■ **WORK ITEM**: Reproduce each record exactly, leaving out no line.
·····
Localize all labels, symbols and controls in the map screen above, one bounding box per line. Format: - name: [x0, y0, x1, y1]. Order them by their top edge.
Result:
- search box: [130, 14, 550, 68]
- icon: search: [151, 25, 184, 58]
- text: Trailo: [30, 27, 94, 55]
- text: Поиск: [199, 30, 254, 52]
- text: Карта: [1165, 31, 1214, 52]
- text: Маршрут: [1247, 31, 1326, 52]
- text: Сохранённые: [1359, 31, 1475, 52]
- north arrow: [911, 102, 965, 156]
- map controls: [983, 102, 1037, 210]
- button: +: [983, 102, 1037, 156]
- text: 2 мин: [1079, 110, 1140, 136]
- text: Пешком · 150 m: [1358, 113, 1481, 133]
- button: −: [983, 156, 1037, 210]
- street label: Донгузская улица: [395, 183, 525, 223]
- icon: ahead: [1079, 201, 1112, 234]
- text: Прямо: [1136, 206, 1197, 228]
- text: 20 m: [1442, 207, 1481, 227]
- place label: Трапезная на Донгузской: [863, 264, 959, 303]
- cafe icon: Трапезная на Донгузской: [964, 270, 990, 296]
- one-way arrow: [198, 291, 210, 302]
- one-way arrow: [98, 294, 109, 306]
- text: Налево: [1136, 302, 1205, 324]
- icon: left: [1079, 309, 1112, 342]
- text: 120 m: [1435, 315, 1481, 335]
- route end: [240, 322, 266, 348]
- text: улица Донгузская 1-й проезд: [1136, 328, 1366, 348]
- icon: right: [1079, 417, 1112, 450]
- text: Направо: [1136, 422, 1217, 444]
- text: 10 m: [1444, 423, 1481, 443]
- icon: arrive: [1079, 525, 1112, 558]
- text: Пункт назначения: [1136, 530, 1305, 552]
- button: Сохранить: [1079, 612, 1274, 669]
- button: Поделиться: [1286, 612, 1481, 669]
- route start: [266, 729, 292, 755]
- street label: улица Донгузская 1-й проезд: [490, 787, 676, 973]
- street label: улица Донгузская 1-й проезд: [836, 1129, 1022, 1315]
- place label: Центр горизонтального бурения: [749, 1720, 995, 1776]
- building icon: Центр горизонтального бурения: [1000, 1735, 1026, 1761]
·····
■ **OUTPUT**:
Localize all labels, symbols and controls in the map screen above, one bounding box per line. Format: - name: [x0, y0, x1, y1]. Order them by their top edge.
Result:
- search box: [130, 14, 550, 68]
- icon: search: [151, 25, 184, 58]
- text: Trailo: [30, 27, 94, 55]
- text: Поиск: [199, 30, 254, 52]
- text: Карта: [1165, 31, 1214, 52]
- text: Маршрут: [1247, 31, 1326, 52]
- text: Сохранённые: [1359, 31, 1475, 52]
- north arrow: [911, 102, 965, 156]
- map controls: [983, 102, 1037, 210]
- button: +: [983, 102, 1037, 156]
- text: 2 мин: [1079, 110, 1140, 136]
- text: Пешком · 150 m: [1358, 113, 1481, 133]
- button: −: [983, 156, 1037, 210]
- street label: Донгузская улица: [395, 183, 525, 223]
- icon: ahead: [1079, 201, 1112, 234]
- text: Прямо: [1136, 206, 1197, 228]
- text: 20 m: [1442, 207, 1481, 227]
- place label: Трапезная на Донгузской: [863, 264, 959, 303]
- cafe icon: Трапезная на Донгузской: [964, 270, 990, 296]
- one-way arrow: [198, 291, 210, 302]
- one-way arrow: [98, 294, 109, 306]
- text: Налево: [1136, 302, 1205, 324]
- icon: left: [1079, 309, 1112, 342]
- text: 120 m: [1435, 315, 1481, 335]
- route end: [240, 322, 266, 348]
- text: улица Донгузская 1-й проезд: [1136, 328, 1366, 348]
- icon: right: [1079, 417, 1112, 450]
- text: Направо: [1136, 422, 1217, 444]
- text: 10 m: [1444, 423, 1481, 443]
- icon: arrive: [1079, 525, 1112, 558]
- text: Пункт назначения: [1136, 530, 1305, 552]
- button: Сохранить: [1079, 612, 1274, 669]
- button: Поделиться: [1286, 612, 1481, 669]
- route start: [266, 729, 292, 755]
- street label: улица Донгузская 1-й проезд: [490, 787, 676, 973]
- street label: улица Донгузская 1-й проезд: [836, 1129, 1022, 1315]
- place label: Центр горизонтального бурения: [749, 1720, 995, 1776]
- building icon: Центр горизонтального бурения: [1000, 1735, 1026, 1761]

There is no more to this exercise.